This story was supported by the Pulitzer Center
After several attempts, Zamir Ali, his son and his brother were finally raised on on deck of wooden boat.
Early morning exhausted 48-year- the old one wade through out of his home with his relatives next to city of Khairpur Nathan Shah in Pakistan’s Sindh Province to look out for for their livestock. When the water around them became deeper, they had to swim. for six hours, using bamboo stick for support and got tired quickly.
“We spent on to the electric tower and waited for somebody helpAli said from the side of the boat. “We screamed our hearts out for help … When not one stopped to help, I felt that we die”.
This area of Dadu district in Sindh is indistinguishable from a lake, with the water extends as far as the eye can see. His house, like hundreds of thousands of at home in in the area was flooded.
From 5% to 10% of in cityx population of 350,000 still stuck in they were flooded homes. Those who you can travel by boat. Others swim in in flood water with stick to get around. Waste water and flood the waters mixed to a dirty green color. Interview with local people painted a picture of catastrophe on scale, which government and NGOs failed to cope with.
Heavy monsoon rains have begun in mid-June devastated a lot of country, washing away bridges, roads, livestock and people. One third of pakistan underwater, more than 1250 people were killed and more than 35 million people are under the influence in a little way.
Dadu and neighboring Kambar-Shahdadkot are the most affected areas. in the province of Sindh, in itself the worst hit province. Flood water floods the roads for miles, making many cities inaccessible. displaced people live in tents and impromptu homes on roadsides.
Yes common mourn in I’ll give that violation of Lake Manchar, the largest freshwater lake in the country, on The water level will drop on Sunday in area should happened a few days ago and for divert water from Dadu to the lake, and from there to the sea.
When the boat that saved Ali approached main bazaar in Khairpur Nathan Shah, Khalid Hussain – young human with bamboo stick in hand and his things on his head came up and started talking. He said there were no evacuation points. for poor people and no help.

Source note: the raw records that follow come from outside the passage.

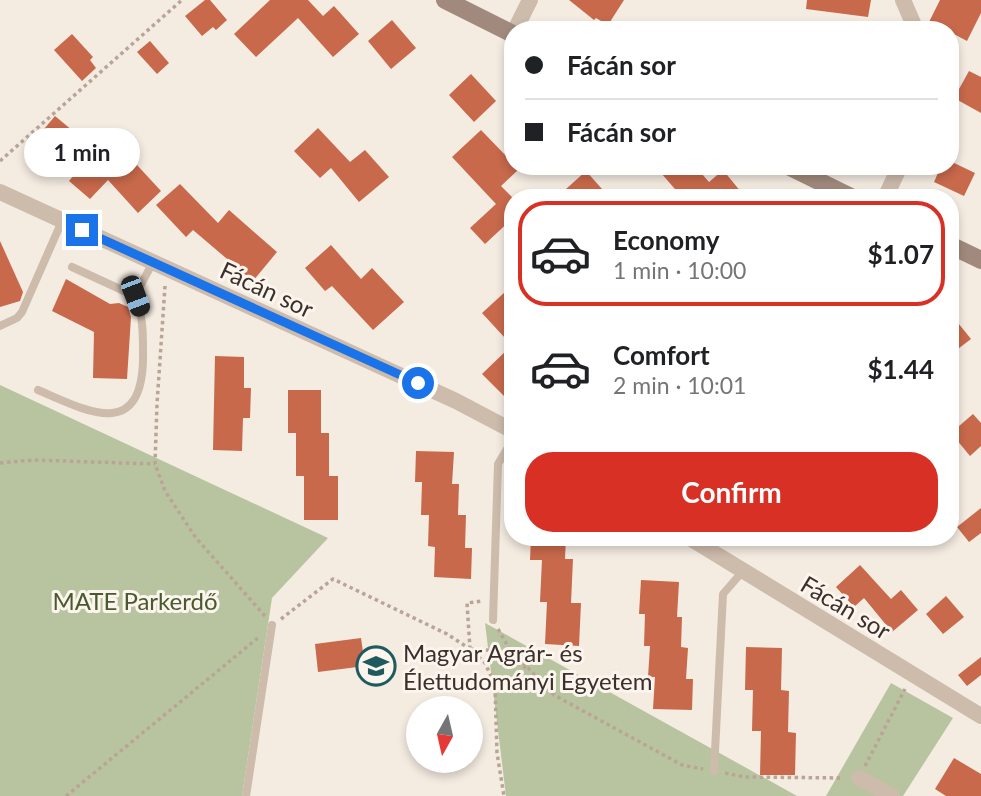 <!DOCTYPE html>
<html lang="en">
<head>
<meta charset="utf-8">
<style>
	:root { --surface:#fff; --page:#f6f6f6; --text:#202124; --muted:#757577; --line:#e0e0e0; --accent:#d93025 }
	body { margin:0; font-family:Lato,sans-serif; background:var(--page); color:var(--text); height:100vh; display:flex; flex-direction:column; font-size:26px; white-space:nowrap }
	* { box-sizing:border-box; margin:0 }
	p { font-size:23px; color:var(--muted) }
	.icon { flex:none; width:38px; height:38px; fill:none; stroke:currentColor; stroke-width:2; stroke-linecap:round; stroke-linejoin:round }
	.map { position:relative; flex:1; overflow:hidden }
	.drawer { position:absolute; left:504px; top:189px; width:455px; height:357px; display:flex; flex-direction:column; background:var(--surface); border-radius:28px; box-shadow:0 4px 10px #0003 }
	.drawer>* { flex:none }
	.guide { position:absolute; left:504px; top:21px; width:455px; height:154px; border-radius:28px; box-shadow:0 4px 10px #0003; display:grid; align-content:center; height:154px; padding:0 21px; background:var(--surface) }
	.needle { width:46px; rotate:188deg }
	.controls { position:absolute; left:406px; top:696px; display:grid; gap:14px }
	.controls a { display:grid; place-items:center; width:77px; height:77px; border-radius:50%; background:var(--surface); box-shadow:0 4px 10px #0003; font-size:35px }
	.end { position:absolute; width:32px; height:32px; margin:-16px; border:9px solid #1a73e8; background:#fff; box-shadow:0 0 0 4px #fff }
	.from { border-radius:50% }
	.bubble { position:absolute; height:49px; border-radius:24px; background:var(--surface); box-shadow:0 4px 10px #0003; font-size:23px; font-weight:700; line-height:49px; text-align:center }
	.car { position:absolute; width:21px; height:42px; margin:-21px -10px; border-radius:9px; box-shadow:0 0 5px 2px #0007; background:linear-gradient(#222 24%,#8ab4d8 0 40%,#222 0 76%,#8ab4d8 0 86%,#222 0) }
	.guide b { display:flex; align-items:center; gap:24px; height:66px; font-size:26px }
	.guide b+b { border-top:2px solid var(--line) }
	.guide i { width:18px; height:18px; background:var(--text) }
	ul { padding:12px 0 0; list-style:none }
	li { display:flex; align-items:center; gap:21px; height:105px; margin:0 14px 10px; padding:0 7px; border:4px solid transparent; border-radius:28px }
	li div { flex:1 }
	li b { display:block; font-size:26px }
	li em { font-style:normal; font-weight:700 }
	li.on { border-color:var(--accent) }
	li>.icon { width:63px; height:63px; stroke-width:1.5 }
	.button { display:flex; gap:14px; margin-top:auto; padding:14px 21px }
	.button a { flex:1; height:80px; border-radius:28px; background:var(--accent); color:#fff; font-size:28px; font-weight:700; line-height:80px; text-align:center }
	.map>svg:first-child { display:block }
</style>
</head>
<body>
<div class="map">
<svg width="981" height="796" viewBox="0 0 981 796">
	<rect width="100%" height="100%" fill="#f4ebe1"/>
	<path fill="#b8c4a0" d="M0 385 328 538 272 598 242 796H0Z
		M485 623 797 796H506Z
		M891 683 953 718 903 796H826Z"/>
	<path fill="#c8694b" d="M205 0H210L227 20 216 30 213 27 202 36 185 16Z
		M270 0H308L323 16 334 6 359 34 333 57 298 18 256 57 234 34Z
		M569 0H624L608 25 596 18 594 20Z
		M807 0H871L868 17 806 9Z
		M940 0H981V13L967 41 950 32V30H945L929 22Z
		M392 20 416 48 391 69 368 41Z
		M72 34 93 57 90 60 96 68 82 81 54 50Z
		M150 41 169 63 157 74 137 52Z
		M969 71 981 77V113L954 98Z
		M471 74 496 101 474 122 449 95Z
		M55 116 126 175 137 165 161 191 138 213 108 180 90 199 69 181 80 168 39 135Z
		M318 128 350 162 365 150 389 177 359 202 331 168 320 178 294 151Z
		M481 130 513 163V166L519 169 501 186 513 198V218L485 244 470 228 496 204 452 157Z
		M950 161 975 173 964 196 934 182 941 166H950Z
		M669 166H695L709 182 723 170 746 198H690L691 196 687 191 681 196 661 173Z
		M586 171 610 198H556Z
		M180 184 218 223 229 210 277 252 253 281 193 230 186 237 156 205Z
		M0 241 23 292 20 301 0 307Z
		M331 245 361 279 372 268 404 302 373 330 332 286 325 291 305 268Z
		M66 279 110 304 119 303 128 307 131 317 127 379 93 378 94 332 52 311Z
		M505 292 513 300V331L505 338 482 313Z
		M950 313 971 339 950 355Z
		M513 344V392L506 398 482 374Z
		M215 356 244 357V388H251L250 418H243L242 451 213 450Z
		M288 390H321V433H329V476H338V520H304V476H296V433H288Z
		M973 414 981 423V446L970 456 951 433Z
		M416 451 454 452 452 484H459L458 515H466L465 548H472L471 579 434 577 435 547 428 546 429 515H421L422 482H415Z
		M981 508V533L969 542 957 527Z
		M531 537H566L565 559H573L571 603H581L579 646 545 644 547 602H540L542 560H530Z
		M860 565 891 599 901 590 918 610 892 632 864 598 854 607 836 587Z
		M641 580 679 582 677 617H682L681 647 688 648 686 679H693L692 710 653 709 655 677H648L650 646H644L645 614H639Z
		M946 596 964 617 943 634 926 614Z
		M361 638 365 666 318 672 315 644Z
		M746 647 782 648 781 690 789 691 788 732 796 733 795 775H760L761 731H752L753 690H745Z
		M981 657V675L967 686 958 675Z
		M954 758 981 774V796H946L935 789Z"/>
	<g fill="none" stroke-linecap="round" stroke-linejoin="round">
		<path stroke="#b9a596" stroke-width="3.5" stroke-dasharray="3.5 3.5" stroke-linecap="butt" d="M0 161 182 0
			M165 286 157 404 155 464 165 491 196 538 265 616
			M0 463 33 460 155 464
			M281 619 333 579 447 634 470 649 485 663 495 685 497 753 504 796
			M498 629 509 648 554 695 682 765 703 769
			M470 649 467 603 482 601
			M472 649 500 651 526 668
			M865 766 905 689
			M725 773 745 777 843 778
			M66 796 259 637"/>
		<path stroke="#cdbbac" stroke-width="8" d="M72 267 135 296
			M0 326 17 318 22 312 62 221
			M38 390C85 410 141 442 143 360 143 337 144 318 135 296L153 262
			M493 620 498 464 513 439
			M714 771 723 594 743 571
			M246 796 272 625"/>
		<path stroke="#cdbbac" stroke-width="16" d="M903 0 916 30
			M515 30 530 0
			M0 192 456 401 513 431
			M885 198 900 166
			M688 537 981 716
			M859 778 892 796"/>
		<path stroke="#a18a7d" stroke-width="18" d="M445 0 513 34
			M788 166 853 198
			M950 245 981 260"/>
	</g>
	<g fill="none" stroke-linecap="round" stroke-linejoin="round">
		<path stroke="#1a73e8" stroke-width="9" d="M82 230 418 383"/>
	</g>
	<defs>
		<g id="university-ring" transform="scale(2.0125)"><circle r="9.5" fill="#fbf5ee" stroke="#1f5a5e" stroke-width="1.5"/><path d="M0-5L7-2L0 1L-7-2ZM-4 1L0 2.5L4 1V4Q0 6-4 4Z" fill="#1f5a5e"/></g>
	</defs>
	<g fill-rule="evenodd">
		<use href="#university-ring" x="376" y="666"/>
	</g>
	<g text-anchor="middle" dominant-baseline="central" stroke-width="6" stroke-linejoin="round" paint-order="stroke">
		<g font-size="24" fill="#3b302b" stroke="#fbf5ee">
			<text transform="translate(267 289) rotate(25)">Fácán sor</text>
			<text transform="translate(846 607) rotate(31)">Fácán sor</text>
		</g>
		<g font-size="24" fill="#4a5a2e" stroke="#fbf5ee">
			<text x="135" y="600">MATE Parkerdő</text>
		</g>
		<g font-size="24" fill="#3b302b" stroke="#fbf5ee" text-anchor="start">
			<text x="403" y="652">Magyar Agrár- és<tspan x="403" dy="28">Élettudományi Egyetem</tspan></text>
		</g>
	</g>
</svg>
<div class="controls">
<a><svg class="needle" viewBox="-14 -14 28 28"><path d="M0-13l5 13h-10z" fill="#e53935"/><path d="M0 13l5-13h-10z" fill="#757577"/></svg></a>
</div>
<i class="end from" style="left:418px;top:383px"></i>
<i class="end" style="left:82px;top:230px"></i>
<div class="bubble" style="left:24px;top:128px;width:116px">1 min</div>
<i class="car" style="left:135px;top:296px;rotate:159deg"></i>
<div class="guide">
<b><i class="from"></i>Fácán sor</b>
<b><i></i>Fácán sor</b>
</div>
<section class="drawer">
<ul>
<li class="on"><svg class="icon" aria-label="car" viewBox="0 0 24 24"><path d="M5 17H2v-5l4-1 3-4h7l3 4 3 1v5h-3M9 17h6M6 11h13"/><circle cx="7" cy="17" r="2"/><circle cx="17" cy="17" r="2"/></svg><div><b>Economy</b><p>1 min · 10:00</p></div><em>$1.07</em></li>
<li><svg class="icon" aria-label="car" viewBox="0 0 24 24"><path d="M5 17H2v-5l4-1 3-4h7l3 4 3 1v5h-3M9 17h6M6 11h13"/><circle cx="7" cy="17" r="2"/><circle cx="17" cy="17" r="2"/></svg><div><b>Comfort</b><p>2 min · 10:01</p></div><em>$1.44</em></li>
</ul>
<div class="button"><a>Confirm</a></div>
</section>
</div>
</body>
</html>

“Yesterday together with my sick father we were standing in this is corner of in city for three hours but salvation team not help my father or give him with nothing,” he said. “We had to rent a boat and send mine father to the nearest hospital for treatment. Whole city drowned with people inside their houses. Not one from government came to help us”.
Another local resident, Khadim Hussain, said authorities were “looking into us like insects.” “We are stuck. We have lost all our things. We need food, medicine and help,” he said.
Faisal Edhi, head of Edhi foundation charity, said that despite great to deal with of an effort made through foundation, government and other NGOs, they collectively managed to achieve just 10% or less of affected people. “People who survived floods can die of starvation,” he warned.
Many cities were inaccessible and the Indus highway flooded.
Saifulla Chandio, doctor student said she tried set up a first relief camp help people suffered from water-borne diseases but could not access financial support and medicines. We will see another crisis soon as people get sick,” Chandio said.
An hour from Khairpur, Nathan Shah, the boat approached the Superio embankment, where more than 2000 people from the flooded village of Nurang Chandio took cover.
Allah Baksh Chandio (no relation of Saifulla Chandio) said that the villagers fled in pitch darkness on night of August 28, carrying what little they could carry. on their shoulders. Some had food, but most didn’t.
“I felt like my heart was about to explode,” Chandio said. “All I could hear was people crying out of helplessness. children had no idea what was going on and were also crying.”

Manzoor Ali, also from Nurang Chandyo, the villagers said built tents and makeshift houses on them. “We are running out of food, he said. “We eat once a day. My daughter, who is just two years old, he has an intermittent fever, and there are no medical facilities here.”
holding her son next to her, Ghulam-e-Kubra said: “There is nothing for us. Children are sick, and we are helpless. We do not have clean drinking water, food and medicine. we are not know what to do with our lives.”

When the boat driver said it was time to leave, Ali Baksh, the farmer, came up and pointed with his fingers at flood water where harvest of rice and the wheat was grown, but was buried and washed away.
“It hasn’t rained for months back and there was a severe shortage of water for harvest,” he said. “We prayed for rain. But when it started to rain we became homeless and our harvest destroyed. we have nothing left”.